No Código Penal brasileiro, o crime de omissão pode ser próprio ou impróprio. Crimes omissivos próprios são aqueles que estão definidos em lei. Por exemplo, deixar de sustentar um filho menor de idade. Nos crimes omissivos impróprios, o réu responde não pela omissão em si, mas por suas consequências. Por exemplo, quando uma mãe sabe que a filha está sofrendo abuso sexual dentro de casa, mas nada faz para impedir. Em situações como essa, portanto, a omissão é equiparada ao ato causador do crime em si.

Os seres humanos não dão à imoralidade da omissão, apesar de bem definida na lei divina e na lei terrena, o mesmo peso da imoralidade da comissão. Diversos estudos psicológicos demonstram a tendência de as pessoas serem mais condescendentes com a omissão do que com a comissão.

Em um desses estudos de psicologia moral, conduzidos em 2011 por pesquisadores da Universidade da Pensilvânia, nos Estados Unidos, os autores concluíram, com base em experimentos controlados com voluntários, que "as pessoas condenam outras com menos rigor quando uma ofensa moral ocorre por omissão do que por comissão", mesmo quando o resultado é intencionalmente o mesmo. E mais: a omissão se torna mais frequente à medida em que a possibilidade de punição cresce. Os autores do estudo, cujo título é "A estratégia da omissão", concluíram que as "pessoas escolhem a omissão para evitar condenação" como uma estratégia, não como uma tendência natural.
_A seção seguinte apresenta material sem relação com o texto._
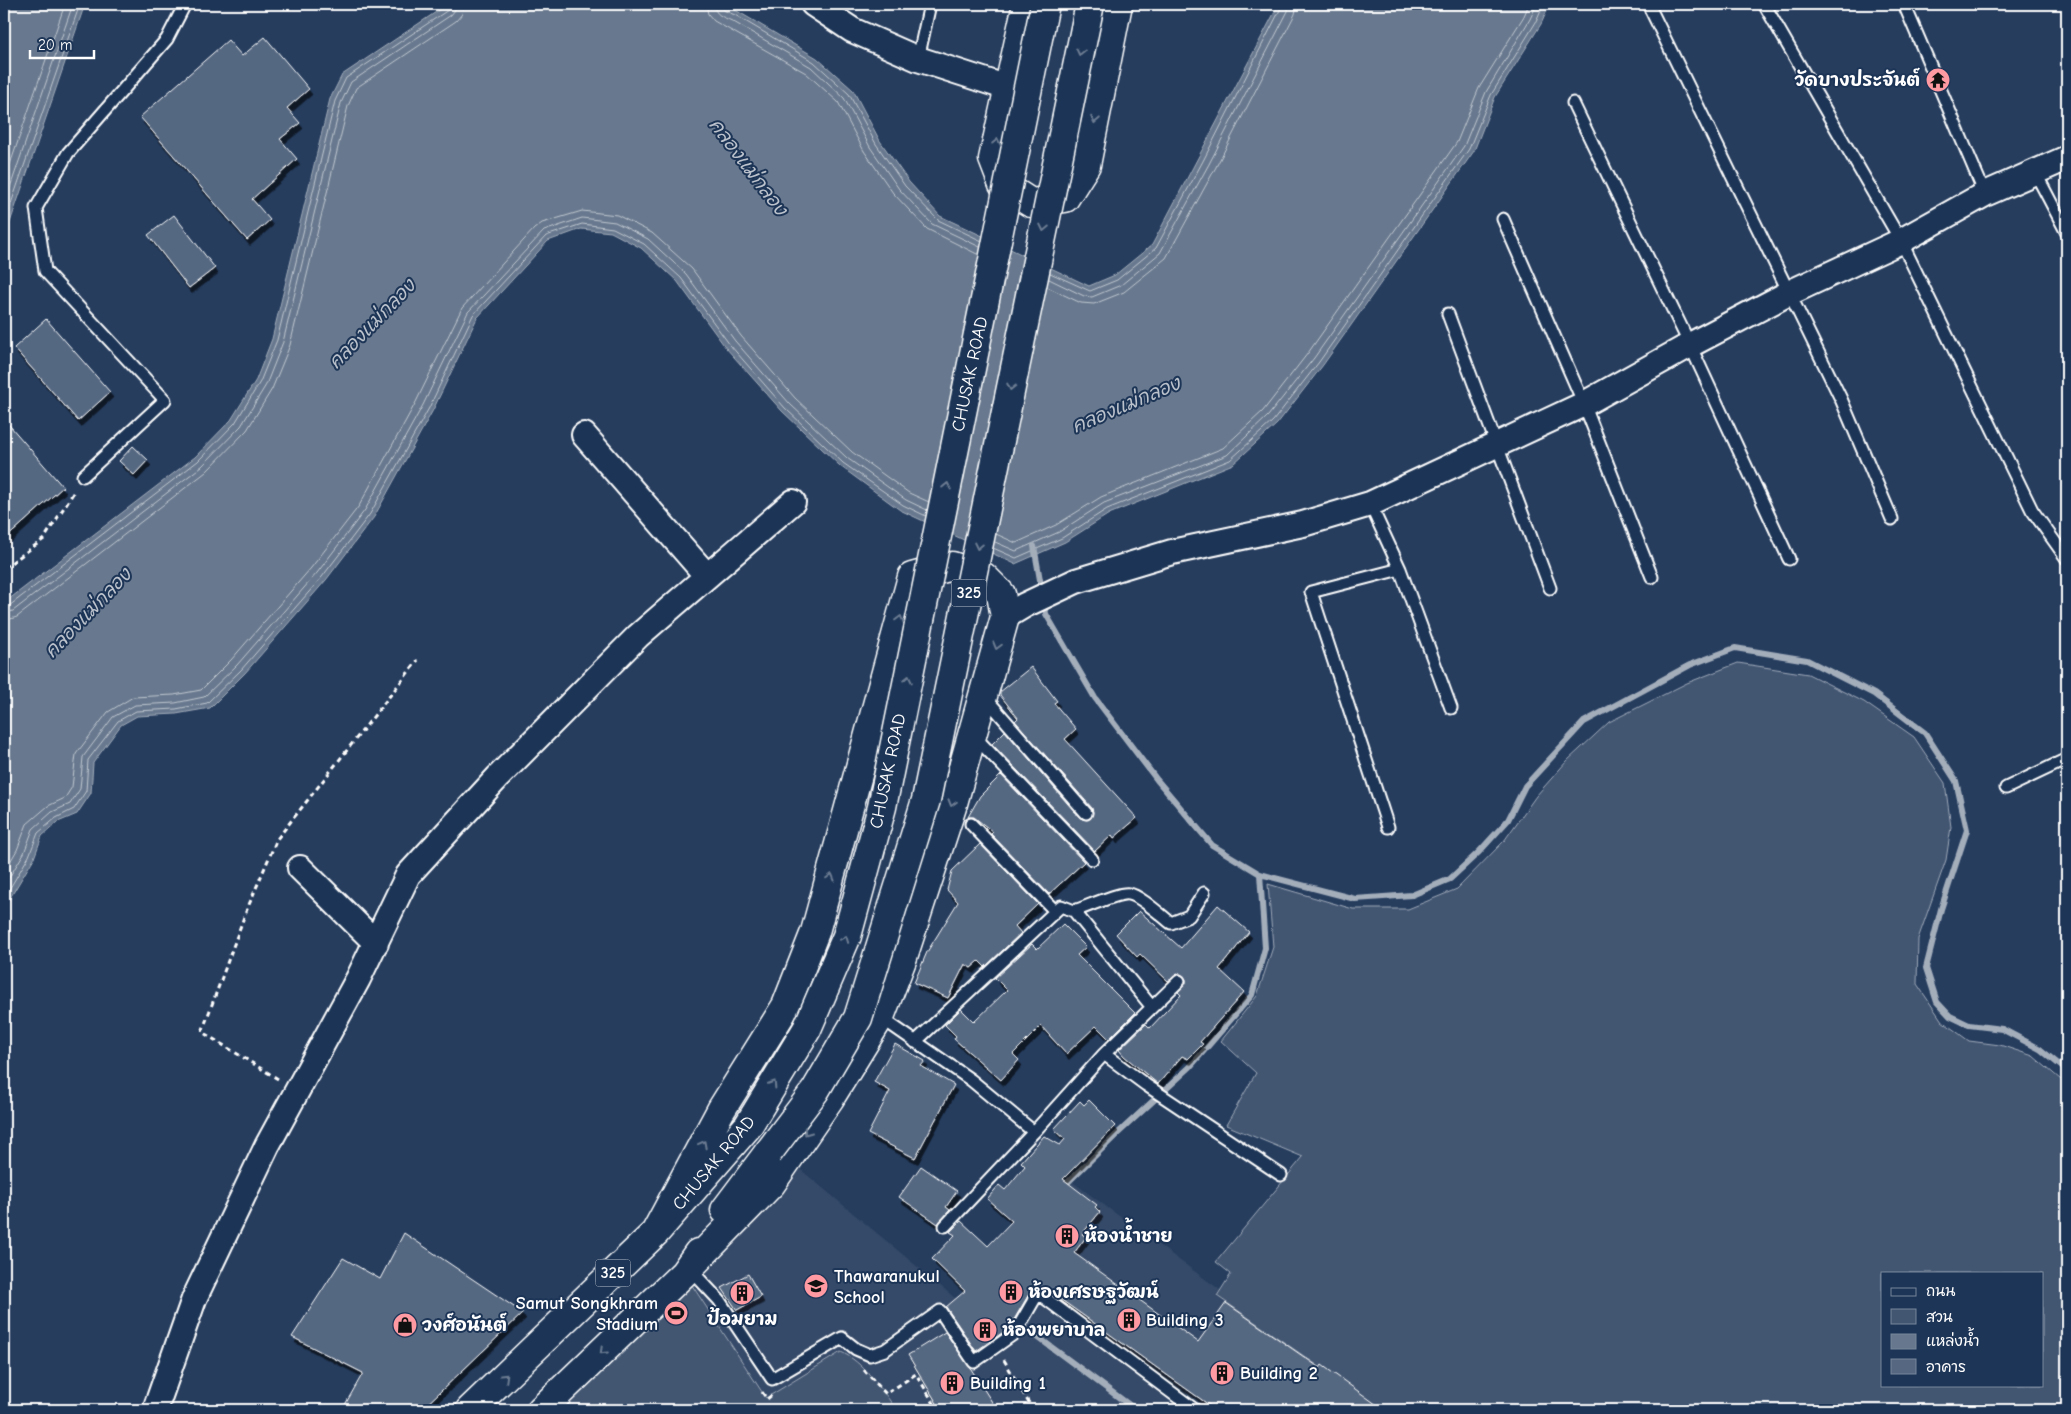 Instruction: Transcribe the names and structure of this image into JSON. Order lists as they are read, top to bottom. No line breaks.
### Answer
{"streets":{"main road":["CHUSAK ROAD","325"]},"water":["คลองแม่กลอง"],"places":{"temple":["วัดบางประจันต์"],"building":["ห้องน้ำชาย","ห้องเศรษฐวัฒน์","ป้อมยาม","Building 3","ห้องพยาบาล","Building 2","Building 1"],"school or university":["Thawaranukul School"],"sports":["Samut Songkhram Stadium"],"shop":["วงศ์อนันต์"]},"legend":["ถนน","สวน","แหล่งน้ำ","อาคาร"],"scale_bar":"20 m"}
E se a estratégia da omissão for adotada por um governante no contexto de uma grande crise de saúde pública, o que acontece? Se, por algum motivo, o cálculo político que for feito é o de que se omitir traz menos riscos de condenação pela sociedade do que assumir os custos de agir para evitar o desastre, e fracassar assim mesmo?
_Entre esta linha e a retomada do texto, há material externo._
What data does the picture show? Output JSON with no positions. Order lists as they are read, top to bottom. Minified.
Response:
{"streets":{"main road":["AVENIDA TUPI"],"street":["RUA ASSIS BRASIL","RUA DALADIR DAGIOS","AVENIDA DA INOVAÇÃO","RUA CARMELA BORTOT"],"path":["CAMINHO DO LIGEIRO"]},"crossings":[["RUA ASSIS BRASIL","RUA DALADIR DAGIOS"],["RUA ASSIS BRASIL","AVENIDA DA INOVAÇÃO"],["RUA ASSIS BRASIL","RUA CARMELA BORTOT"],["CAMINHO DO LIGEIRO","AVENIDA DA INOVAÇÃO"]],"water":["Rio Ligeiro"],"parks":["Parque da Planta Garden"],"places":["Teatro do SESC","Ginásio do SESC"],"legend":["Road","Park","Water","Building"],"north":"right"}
Já existe um caso concreto em que isso aconteceu. Foi por omissão que Thabo Mbeki (1999-2008), ex-presidente da África do Sul, agravou a epidemia de Aids em seu país nos primeiros anos deste século.

Durante o seu governo, Mbeki desprezou o consenso científico a respeito da Aids, preferindo amparar sua (falta de) política de saúde pública nos argumentos de um grupo minoritário de médicos negacionistas. Mbeki acreditava que era a pobreza, não o vírus HIV, que matava as pessoas e, por conta disso, obstruiu as medidas conhecidas e já existentes para evitar a transmissão da doença e o agravamento do quadro clínico dos sul-africanos já infectados.

Além de não investir em distribuição de coquetéis de medicamentos comprovadamente eficazes em proteger o sistema imunológico dos pacientes, ainda que não representassem a cura definitiva, Mbeki recusou, no ano 2000, doações feitas por uma indústria farmacêutica de um antirretroviral capaz de evitar que o HIV fosse transmitido de mulheres grávidas para seus bebês.

Mbeki espalhava fake news sobre esses medicamentos, colocando em dúvida sua segurança e eficácia. Em vez de combater a epidemia, ele defendia que bastava focar no crescimento econômico do país.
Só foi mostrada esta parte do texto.